原本僵冷蜷着的脚趾在温热的搓揉下慢慢放松下来,不受控制的舒展开来,在阳光底下透出一点软和的潮气。
林母把他的两只脚轻轻拢好,让它们继续晒在阳光底下。她拿起湿巾擦了擦手,把用过的湿巾叠好放在竹托盘边上。
“……谢谢阿姨。”
林母没说话,只是笑着揉了揉他的头。
阿九抬起眼睛。林母正看着他,嘴角还弯着,笑意还没散。
阿九的右手缩了缩。林母想起阿九的烫伤,又过来轻轻拉起他蜷着的右手查看。新生的嫩皮透着肉肉的粉色,但已经快长好了。
林母把他的手轻轻放回去。林时序接过来重新拢在自己手里。阿九的腿和右上肢供血不足,腿脚和右手一直是冰凉僵硬的。林时序在阿九身边的时候,习惯把他蜷缩的右手展开来拢进手里暖着。
院墙外面,有人走过的声音。脚步声停下来。
“晒太阳呐林老师——哟,时序回来了?”
是一个头发花白的女人,胳膊上挎着一只菜篮子,篮子里装着几棵芹菜。她站在铁栅栏门外,手搭在门框上,往院子里看过来。目光从林时序身上移到地毯上,移到阿九身上。
林母从毯子上站起来,拍了拍屁股上不存在的灰,穿了鞋走到院门口,把栅栏门推开了一些。
“王姐刚回来?对,时序回来了。”她侧过身,让出院子里的一家人。“这是阿九,时序的爱人,我们家新添的亲亲小儿子。”
她说“爱人”两个字的时候,和说“小九”一样。不高不低,不刻意加重,也不刻意放轻。像在说一件理所当然的事。她说“我们家的亲亲小儿子”的时候,声音里带着藏不住的笑。

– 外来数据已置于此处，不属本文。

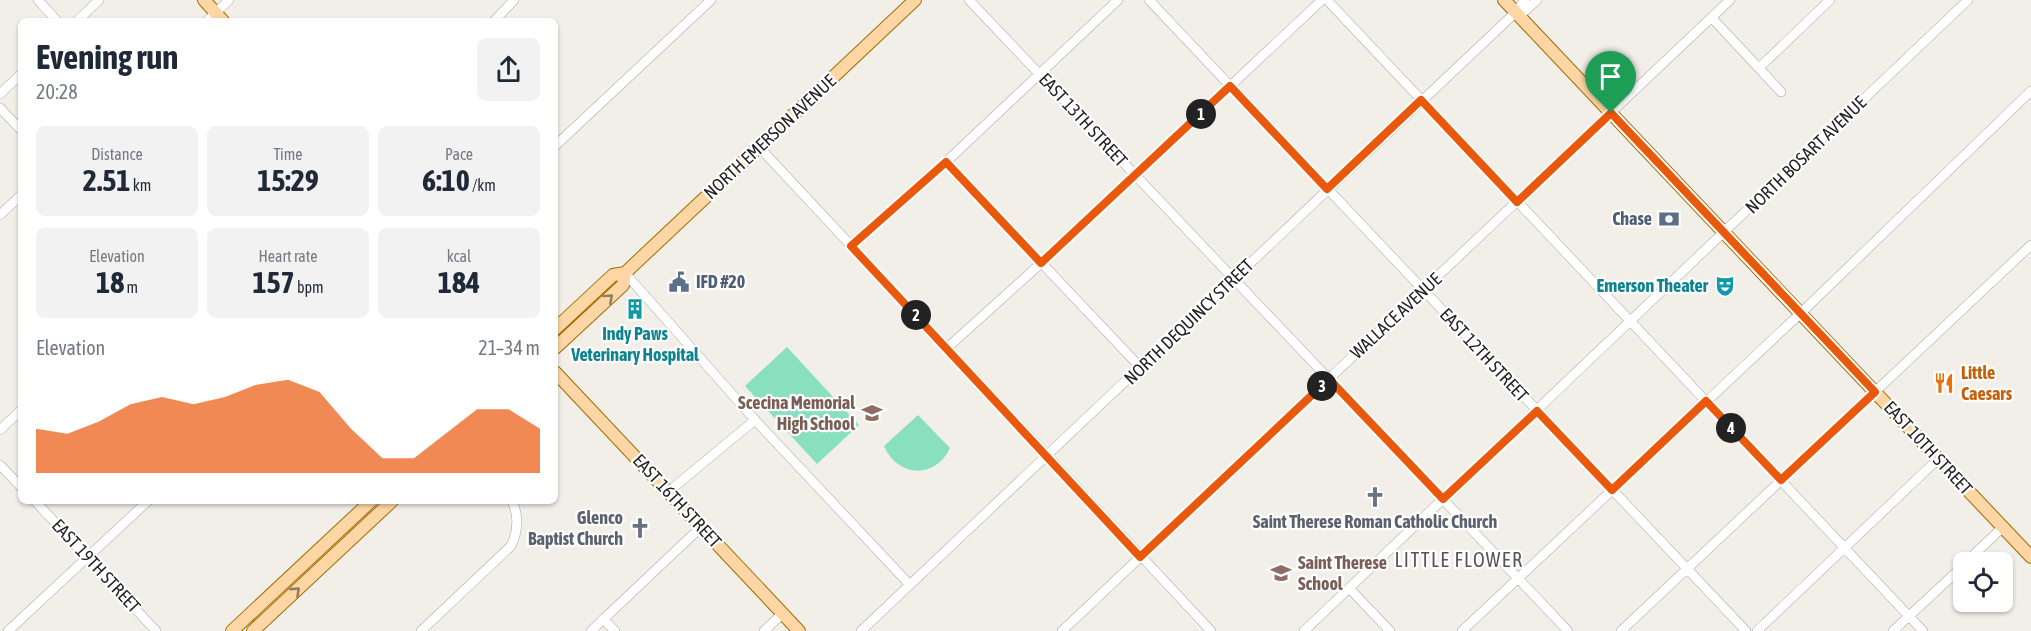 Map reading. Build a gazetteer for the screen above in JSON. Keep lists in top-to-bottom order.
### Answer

王姐的目光落在阿九身上。她看见毯子上那个蜷着腿的孩子,灰色袜子脱在一边,两只畸形的脚在阳光底下微微发亮。他靠在林时序怀里,右手被林时序拢在掌心里。林父盘腿在旁边,茶杯搁在地毯上。
“阿九啊。”王姐笑起来,眼角的皱纹挤在一起。“好,好。改天跟时序一起来家里吃饭,我包饺子。”
林母回过头看了阿九一眼。“王姐包的饺子,皮薄馅大。茴香馅的,时序小时候能吃三十个。”
阿九的嗓子眼又堵了一下。他咽了咽。
“……好,谢谢王阿姨。”
声音很轻。王姐笑着摆摆手,挎着菜篮子走了。脚步声沿着巷子慢慢远了。
林母走回来,在毯子上重新坐下。太阳又往西落了几里,微风里带了一丝凉意。她把阿九脚边的灰色袜子拿起来,抖了抖,袜子被阳光晒得微微发热。她捧过阿九的左脚,把袜子套上去。护手霜已经完全吸收了,袜子套上去的时候润润的。她把袜口拉到脚踝上面,整理平整。然后是右脚。
“晒暖和了。”
她把阿九的两只脚并排放好。阿九看着自己的脚。它们被灰色袜子裹着,袜口拉得平平整整的。茧子被膏体润软了,裹在棉袜里,不硌了。脚心嫩嫩的那一片被袜子的绒毛贴着,暖的。
林母把雪梨水倒进小杯子里,用手背试了试温度,递到阿九手边。
“喝一点补补水,刚才小九可流了不少汗。”
阿九接过来。雪梨水是温的,冰糖放得不多,甜味刚刚好能托住梨子的清润。他喝了一口,喉咙里那股酸酸涨涨的东西被梨水的温润冲开了一点点。他把杯子放下。
“阿姨。”
林母抬起头。
“茴香馅饺子……我还没吃过。”
“那下周末再回家来,我们去你王阿姨家蹭饭。”
“好。”
阿九把杯子端起来,又喝了一口。雪梨水从喉咙滑下去,温温的,一直暖到胸口。
吃过晚饭,阿九已经累的有点坐不住了,窝在沙发上不停的往左歪。林时序洗了碗从厨房出来,蹲在阿九旁边,把他的手从膝盖上拿起来拢在掌心里。“困不困?”阿九的眼皮已经在往下掉了,但他撑着摇了摇头。林时序低下头,嘴唇贴了贴他的太阳穴。